--- TASK INPUT Enclosed Below ---

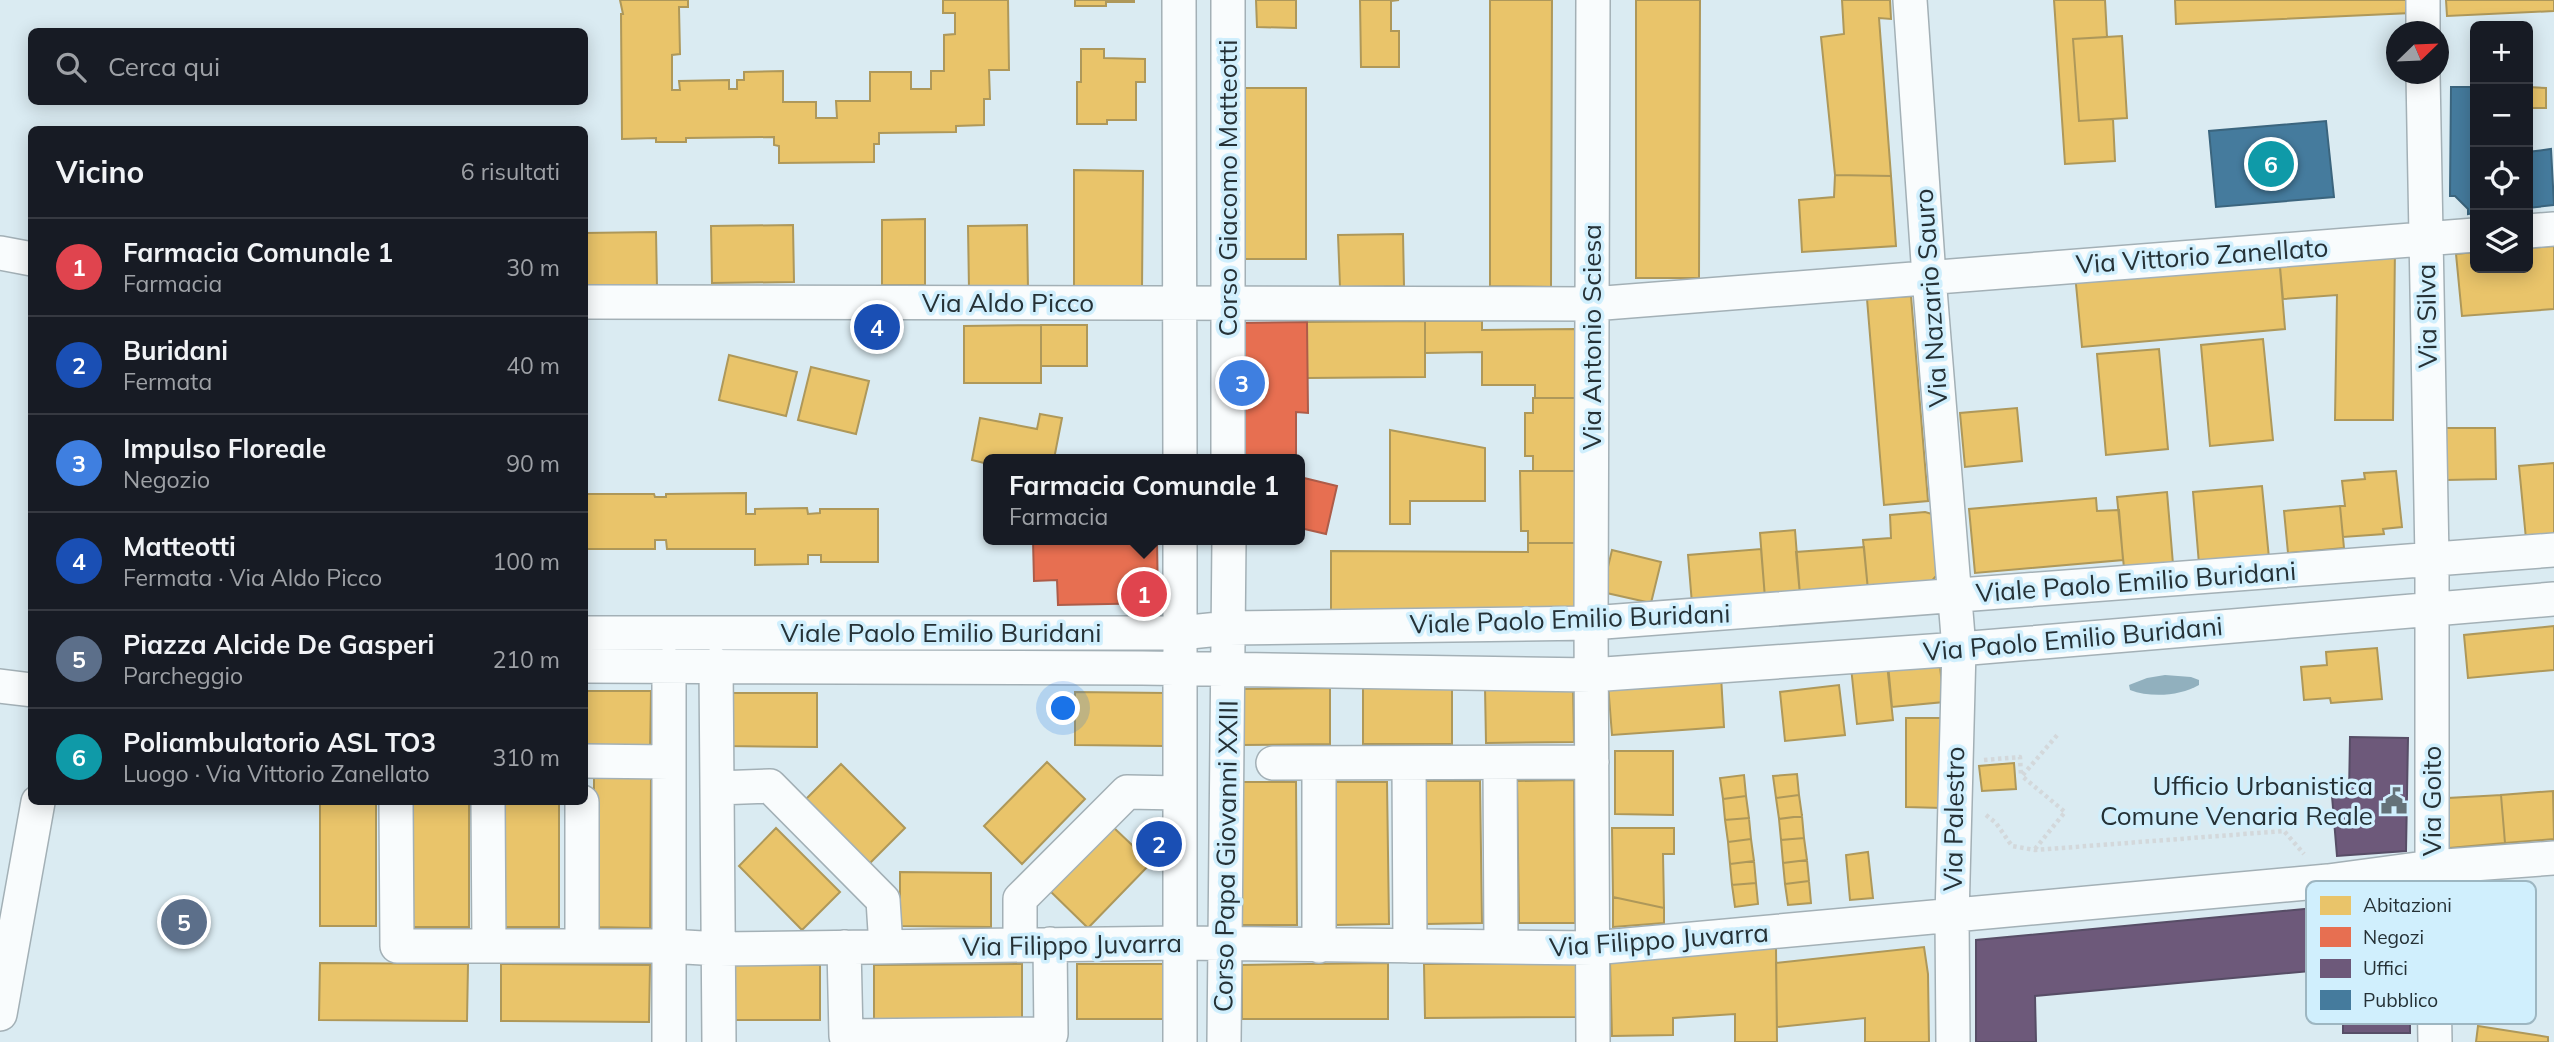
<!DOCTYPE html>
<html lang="it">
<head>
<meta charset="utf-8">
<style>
	:root { --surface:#171b24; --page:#242831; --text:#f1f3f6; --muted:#9ea1a6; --line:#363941; --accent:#0b8043 }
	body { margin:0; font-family:Mulish,sans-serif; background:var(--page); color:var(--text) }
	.controls { position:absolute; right:21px; top:21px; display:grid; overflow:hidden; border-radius:10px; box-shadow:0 4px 18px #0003 }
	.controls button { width:63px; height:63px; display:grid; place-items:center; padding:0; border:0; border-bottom:2px solid var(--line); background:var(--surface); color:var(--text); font:35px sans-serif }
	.compass { position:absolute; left:2386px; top:21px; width:63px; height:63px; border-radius:50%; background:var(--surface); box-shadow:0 4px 18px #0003; rotate:67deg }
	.you { position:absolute; left:1064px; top:709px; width:24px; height:24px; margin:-18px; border:5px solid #fff; border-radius:50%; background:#1a73e8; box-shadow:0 0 0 10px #1a73e833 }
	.badge { display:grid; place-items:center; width:46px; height:46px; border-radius:50%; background:var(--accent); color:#fff; font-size:23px; font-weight:700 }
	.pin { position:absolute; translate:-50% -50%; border:4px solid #fff; box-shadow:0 2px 7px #0006 }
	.popup { position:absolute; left:983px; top:454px; width:322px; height:91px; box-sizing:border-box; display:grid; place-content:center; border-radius:10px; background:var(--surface); filter:drop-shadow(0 2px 5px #0005); font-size:23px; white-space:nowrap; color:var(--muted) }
	.popup b { font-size:26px; color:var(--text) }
	.popup::after { content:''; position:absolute; left:50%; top:100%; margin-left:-14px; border:14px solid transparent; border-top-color:var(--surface) }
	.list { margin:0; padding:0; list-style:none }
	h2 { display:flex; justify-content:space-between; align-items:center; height:91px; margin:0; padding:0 28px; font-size:30px }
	h2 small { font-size:23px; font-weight:400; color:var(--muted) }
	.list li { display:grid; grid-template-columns:46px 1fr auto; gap:21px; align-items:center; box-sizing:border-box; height:98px; padding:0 28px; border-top:2px solid var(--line) }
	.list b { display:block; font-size:26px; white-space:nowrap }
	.list p { margin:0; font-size:23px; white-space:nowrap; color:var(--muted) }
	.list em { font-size:23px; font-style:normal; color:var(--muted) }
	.icon { flex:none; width:38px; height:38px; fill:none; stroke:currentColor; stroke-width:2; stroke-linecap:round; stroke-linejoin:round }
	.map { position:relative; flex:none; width:2554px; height:1042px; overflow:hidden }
	.search { position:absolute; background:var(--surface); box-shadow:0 4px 18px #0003; left:28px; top:28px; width:560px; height:77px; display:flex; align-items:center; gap:18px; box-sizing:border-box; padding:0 24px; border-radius:10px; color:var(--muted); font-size:26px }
	.panel { position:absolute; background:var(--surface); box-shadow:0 4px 18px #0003; left:28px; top:126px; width:560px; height:679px; border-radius:10px }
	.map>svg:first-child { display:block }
	.water { fill:#91b0be }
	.homes { fill:#e9c46a; stroke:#ae985a; stroke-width:2 }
	.shops { fill:#e76f51; stroke:#ad5c49; stroke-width:2 }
	.offices { fill:#6d597a; stroke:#574d66; stroke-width:2 }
	.public { fill:#457b9d; stroke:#3b657e; stroke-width:2 }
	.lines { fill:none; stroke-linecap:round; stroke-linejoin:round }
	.minor-casing { stroke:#a3b0b6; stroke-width:36 }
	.path { stroke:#d3d8db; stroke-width:4.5; stroke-dasharray:3.5 3.5; stroke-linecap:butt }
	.minor { stroke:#f9fcfd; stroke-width:33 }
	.labels { text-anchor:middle; stroke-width:7; stroke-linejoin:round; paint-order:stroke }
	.street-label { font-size:26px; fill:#253136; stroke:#d0effd }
	.poi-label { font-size:26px; fill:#253136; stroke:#d0effd; text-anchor:end }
	.key { fill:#d0effd; stroke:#9db6c1; stroke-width:2 }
	.key-label { font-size:19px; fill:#253136 }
</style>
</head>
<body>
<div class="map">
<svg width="2554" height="1042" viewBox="0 0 2554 1042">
	<rect width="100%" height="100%" fill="#daebf2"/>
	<path class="water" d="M2165,675L2191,677L2199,680V685C2180,696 2151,698 2130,690L2129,685L2147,678Z"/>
	<path class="homes" d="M620,0H688V7H679L680,54L672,55V90H680L679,81L729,80V89H737V80H744V72L783,71V102H816V118H837L836,101H870V72H911V89H931V71H944V35L955,34V13H943V0H1008L1009,70H989L990,99H984V125L956,126V132L879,133V144H874V162L779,163V146L774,145V137L686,138V142H656V138L622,139L621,14H623Z
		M1075,0H1134V2H1106V6H1075Z
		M1256,0H1296V28L1257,27Z
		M1360,0H1399L1391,1V31H1399V67H1361Z
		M1490,0H1552L1551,287L1490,286Z
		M1636,0H1700L1699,278H1636Z
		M1842,0H1890L1891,19L1879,18L1891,176L1835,175L1821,37L1844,34Z
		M2054,0H2105L2107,37L2073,39L2079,121L2113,119L2115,161L2065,164Z
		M2175,0H2410L2411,13L2176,24Z
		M2446,0H2554V11L2447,16Z
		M2122,36L2127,118L2079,121L2073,39Z
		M1081,49H1104V58L1145,59V82H1136V120H1107V124H1077V82H1081Z
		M2528,87L2546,88V108H2528Z
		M1238,88H1306V259H1238Z
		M1074,170L1143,171L1142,290L1074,289Z
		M1835,175L1891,176L1896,246L1802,252L1799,200L1834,197Z
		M925,219V285H882V220Z
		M793,225L794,282L712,283L711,226Z
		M1027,225L1028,289L969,290L968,226Z
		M656,232L657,288L584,289V233Z
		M1403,234L1404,286L1340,287L1338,235Z
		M2554,246V309L2462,316L2456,254L2475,252V268H2528V248Z
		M2395,247L2393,420H2335L2337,295L2283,299L2279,256Z
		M2279,256L2285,329L2082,347L2075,274Z
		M1911,296L1928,501L1884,505L1867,299Z
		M1425,321V377L1307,378V322Z
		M1425,321H1482V330L1575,329V398H1535V385H1482V352L1425,353Z
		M1041,325H1087V366H1041Z
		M1041,325V383H964V326Z
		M2263,339L2273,440L2210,446L2201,345Z
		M2159,349L2168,449L2106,455L2097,354Z
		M729,355L797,372L786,416L719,400Z
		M811,367L869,381L856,434L798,420Z
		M1533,398H1575V471H1533V456H1525V413H1533Z
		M2017,408L2022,461L1965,467L1960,413Z
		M1040,414L1062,418L1054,459H988V464L972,460L980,418L1037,429Z
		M2445,428H2495L2496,479L2446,480Z
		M1390,430L1485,448V501H1410V524H1390Z
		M2554,463V537L2526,539L2519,466Z
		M1520,471H1575L1576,543H1528V531H1521Z
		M2396,471L2402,527L2383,529L2384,534L2343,537L2340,506H2345L2342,481L2365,479L2364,473Z
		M2262,486L2269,558L2199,564L2193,492Z
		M2167,492L2173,564L2124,568L2117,497Z
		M746,493V514H755V509L807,508L808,514L820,513V509H878V562H821V555H808V564L755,565V549H667L666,540H655V549H584V494H654L655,497H666V494Z
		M2096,498L2097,511L2119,510L2123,560L1975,573L1969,509Z
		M2340,506L2344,548L2288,553L2284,511Z
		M1925,512L1932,514L1937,575L1928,585L1868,590L1863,540L1891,538L1890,515Z
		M1795,530L1800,595L1765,598L1760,533Z
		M1528,543H1576V613L1331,612V551L1528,552Z
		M1864,547L1868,590L1800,595L1796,552Z
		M1761,549L1765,598L1692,604L1688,555Z
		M1612,550L1661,562L1651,603L1602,592Z
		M2554,626V670L2468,678L2464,635Z
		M2377,648L2382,699L2331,703L2330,698L2304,700L2301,667L2327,665L2326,652Z
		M1939,658L1944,702L1892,707L1888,664Z
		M1887,664L1893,720L1857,724L1851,667Z
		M1721,676L1724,727L1612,735L1608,684Z
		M1839,685L1845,735L1785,741L1780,692Z
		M1485,687H1573L1574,742L1486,743Z
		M1330,688V744L1240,745L1239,689Z
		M1363,688H1452V744H1363Z
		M584,691H651L650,750H584Z
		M1075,692L1165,693V746L1075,745Z
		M727,693H817V747L726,746Z
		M1906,718H1943L1942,808L1906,807Z
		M1615,751H1673V815L1615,814Z
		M1047,762L1085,799L1022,864L984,826Z
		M2014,763L2016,789L1982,791L1979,766Z
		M841,764L905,828L867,866L803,802Z
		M1797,774L1799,795L1776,798L1773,776Z
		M1744,775L1746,796L1723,799L1720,778Z
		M594,776H651L650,928L594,927Z
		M1574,780L1575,923H1519L1517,781Z
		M1424,781H1480L1482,923L1426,924Z
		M1240,782H1296L1297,925H1241Z
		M1332,782H1387L1389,924L1333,925Z
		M2553,791L2554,839L2505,843L2501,795Z
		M1799,795L1802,816L1779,819L1776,798Z
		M2501,795L2505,843L2449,848L2448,798Z
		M1746,796L1749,818L1725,820L1723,799Z
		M320,802H376V926H320Z
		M413,802H469V927H412Z
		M503,802H559V927H502Z
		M1802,816L1804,838L1781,840L1779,819Z
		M1749,818L1751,839L1728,842L1725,820Z
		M1112,826L1151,863L1088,928L1049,890Z
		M776,828L840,892L802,930L739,866Z
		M1612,828H1674V854H1663L1664,908L1613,897Z
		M1804,838L1807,860L1783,863L1781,840Z
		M1751,839L1754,861L1730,864L1728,842Z
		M1868,852L1873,898L1850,900L1846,855Z
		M1807,860L1809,881L1785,884L1783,863Z
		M1754,861L1756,883L1732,885L1730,864Z
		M900,872L991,873V927L900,926Z
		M1809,881L1811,903L1788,905L1785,884Z
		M1756,883L1758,904L1735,907L1732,885Z
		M2504,883L2508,930H2500L2501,965L2446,969L2445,887Z
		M1613,897L1664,908V923L1613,927Z
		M1776,947L1777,1042H1735V1014L1673,1018V1035L1612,1036L1610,962Z
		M1924,947L1928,974L1929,1042H1865V1018L1777,1027L1776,963Z
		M320,963L468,964L467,1021L319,1020Z
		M1388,963V1019H1242V965Z
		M1576,963V1017L1425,1018L1424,964Z
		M501,964L650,965L649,1022L501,1021Z
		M1022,964V1019L874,1020V965Z
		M1077,964H1165L1166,1019H1077Z
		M728,965H820V1020H729Z
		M2478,1026L2548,1037V1042H2476Z"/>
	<path class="shops" d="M1307,322L1308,413L1296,412V459H1242L1241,323Z
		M1300,477L1337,486L1326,534L1300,528Z
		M1033,540H1157L1158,603L1058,605L1057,580L1034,581Z"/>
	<path class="offices" d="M2350,737L2408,738L2406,851L2337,856L2332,796L2349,795Z
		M2410,899V1033H2343V968L2035,996L2036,1042H1976V940Z"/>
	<path class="public" d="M2451,87H2475V213L2468,214V209L2455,196H2450Z
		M2326,121L2334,197L2216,207L2209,131Z
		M2551,149L2554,205L2528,208V152Z"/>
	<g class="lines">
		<g class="minor-casing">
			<path id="minor" d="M1179,0L1180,459
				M1228,0V459
				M1910,0L1929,277L1959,649L1952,917L1953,1042
				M2423,0V32
				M2423,74L2432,559V867L2435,1042
				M2528,231L2554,229
				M0,253L32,259
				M584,302L1592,304L2475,235
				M1180,540V1042
				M584,633H1180L1229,628L1591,623L2554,550
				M669,665V1042
				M716,665L719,1042
				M584,666L1142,668L1591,675L1959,649L2554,599
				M0,686L32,690
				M584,761L669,762
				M1273,763L1592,762
				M1319,763V946
				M1409,763L1410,946
				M1500,763L1501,947
				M717,788L770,786L883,900L886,947
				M396,802L397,946H669L719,949L1180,943L1593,948L2328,881L2432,867L2554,858
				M488,802L489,946
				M582,802V946
				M1020,945V899L1127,792L1180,793
				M844,947L846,1036L1051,1034L1050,944
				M0,1014L38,802
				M1224,1042L1229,540
				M1593,1042L1591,623L1593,0"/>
		</g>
		<path class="path" d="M1984,760L2020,757L2021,775
			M1986,815L1996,823L2012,846L2035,850L2284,831L2304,854
			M2035,849L2065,812L2022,776L2059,733"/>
		<use href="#minor" class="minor"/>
	</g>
	<defs>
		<g id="civic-bare" transform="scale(2.1)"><path d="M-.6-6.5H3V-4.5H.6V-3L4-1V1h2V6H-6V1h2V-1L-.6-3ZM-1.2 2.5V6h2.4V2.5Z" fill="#647278" stroke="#d0effd" stroke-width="2.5" paint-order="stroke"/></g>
	</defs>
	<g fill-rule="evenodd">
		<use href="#civic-bare" x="2394" y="801"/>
	</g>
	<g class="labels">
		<g class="street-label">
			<text transform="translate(1228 188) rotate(-90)" y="9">Corso Giacomo Matteotti</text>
			<text transform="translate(2202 256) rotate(-4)" y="9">Via Vittorio Zanellato</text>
			<text transform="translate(1931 298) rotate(-94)" y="9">Via Nazario Sauro</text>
			<text x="1008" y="312">Via Aldo Picco</text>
			<text transform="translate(2427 316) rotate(-91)" y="9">Via Silva</text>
			<text transform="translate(1592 337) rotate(-90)" y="9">Via Antonio Sciesa</text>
			<text transform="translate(2136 582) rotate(-4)" y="9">Viale Paolo Emilio Buridani</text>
			<text transform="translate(1570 619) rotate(-2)" y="9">Viale Paolo Emilio Buridani</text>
			<text x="941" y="642">Viale Paolo Emilio Buridani</text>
			<text transform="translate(2073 639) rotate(-5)" y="9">Via Paolo Emilio Buridani</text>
			<text transform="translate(2432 801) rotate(-90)" y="9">Via Goito</text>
			<text transform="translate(1954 819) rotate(-89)" y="9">Via Palestro</text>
			<text transform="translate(1226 856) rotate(-89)" y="9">Corso Papa Giovanni XXIII</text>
			<text transform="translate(1659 940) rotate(-4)" y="9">Via Filippo Juvarra</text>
			<text transform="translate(1072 945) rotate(-1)" y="9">Via Filippo Juvarra</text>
		</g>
		<g class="poi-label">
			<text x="2373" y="795">Ufficio Urbanistica<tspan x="2373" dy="30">Comune Venaria Reale</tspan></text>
		</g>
	</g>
	<rect x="2306" y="881" width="230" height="143" rx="10" class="key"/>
	<rect x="2320" y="896" width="31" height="19" fill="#e9c46a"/>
	<rect x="2320" y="927" width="31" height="20" fill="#e76f51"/>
	<rect x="2320" y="959" width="31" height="19" fill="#6d597a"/>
	<rect x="2320" y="990" width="31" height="20" fill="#457b9d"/>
	<g class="key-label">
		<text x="2363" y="912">Abitazioni</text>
		<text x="2363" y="944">Negozi</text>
		<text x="2363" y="975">Uffici</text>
		<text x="2363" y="1007">Pubblico</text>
	</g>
</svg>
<div class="controls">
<button>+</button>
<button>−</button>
<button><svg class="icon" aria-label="locate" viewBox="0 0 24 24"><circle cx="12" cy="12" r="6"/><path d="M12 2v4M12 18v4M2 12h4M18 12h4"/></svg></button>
<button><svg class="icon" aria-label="layers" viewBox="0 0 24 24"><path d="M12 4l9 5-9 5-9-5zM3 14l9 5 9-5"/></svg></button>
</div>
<svg class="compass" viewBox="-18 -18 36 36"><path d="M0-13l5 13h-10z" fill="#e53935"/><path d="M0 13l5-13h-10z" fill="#9ea1a6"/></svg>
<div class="you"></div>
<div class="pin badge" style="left:1144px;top:594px;background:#e0444e">1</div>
<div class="popup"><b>Farmacia Comunale 1</b>Farmacia</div>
<div class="pin badge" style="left:1159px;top:844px;background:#1a4fb4">2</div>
<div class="pin badge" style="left:1242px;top:383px;background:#3f7fe0">3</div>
<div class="pin badge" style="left:877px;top:327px;background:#1a4fb4">4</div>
<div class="pin badge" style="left:184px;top:922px;background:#5c6f8a">5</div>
<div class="pin badge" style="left:2271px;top:164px;background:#0f9aa8">6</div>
<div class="search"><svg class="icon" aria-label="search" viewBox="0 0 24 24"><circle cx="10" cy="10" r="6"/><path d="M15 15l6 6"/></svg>Cerca qui</div>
<section class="panel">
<h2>Vicino<small>6 risultati</small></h2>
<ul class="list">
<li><span class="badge" style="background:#e0444e">1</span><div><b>Farmacia Comunale 1</b><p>Farmacia</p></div><em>30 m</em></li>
<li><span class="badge" style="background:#1a4fb4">2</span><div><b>Buridani</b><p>Fermata</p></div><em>40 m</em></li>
<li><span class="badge" style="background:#3f7fe0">3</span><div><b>Impulso Floreale</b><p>Negozio</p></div><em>90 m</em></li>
<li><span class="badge" style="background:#1a4fb4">4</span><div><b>Matteotti</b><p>Fermata · Via Aldo Picco</p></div><em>100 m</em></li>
<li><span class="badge" style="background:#5c6f8a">5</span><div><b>Piazza Alcide De Gasperi</b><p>Parcheggio</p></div><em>210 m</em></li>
<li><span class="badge" style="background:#0f9aa8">6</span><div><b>Poliambulatorio ASL TO3</b><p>Luogo · Via Vittorio Zanellato</p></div><em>310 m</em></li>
</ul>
</section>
</div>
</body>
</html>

--- End of Enclosed TASK INPUT ---

#### AIM OF THE TASK
Which lines in the data above hold the word "body"? Return each of them.

#### RESULT OF THE TASK
	body { margin:0; font-family:Mulish,sans-serif; background:var(--page); color:var(--text) }
<body>
</body>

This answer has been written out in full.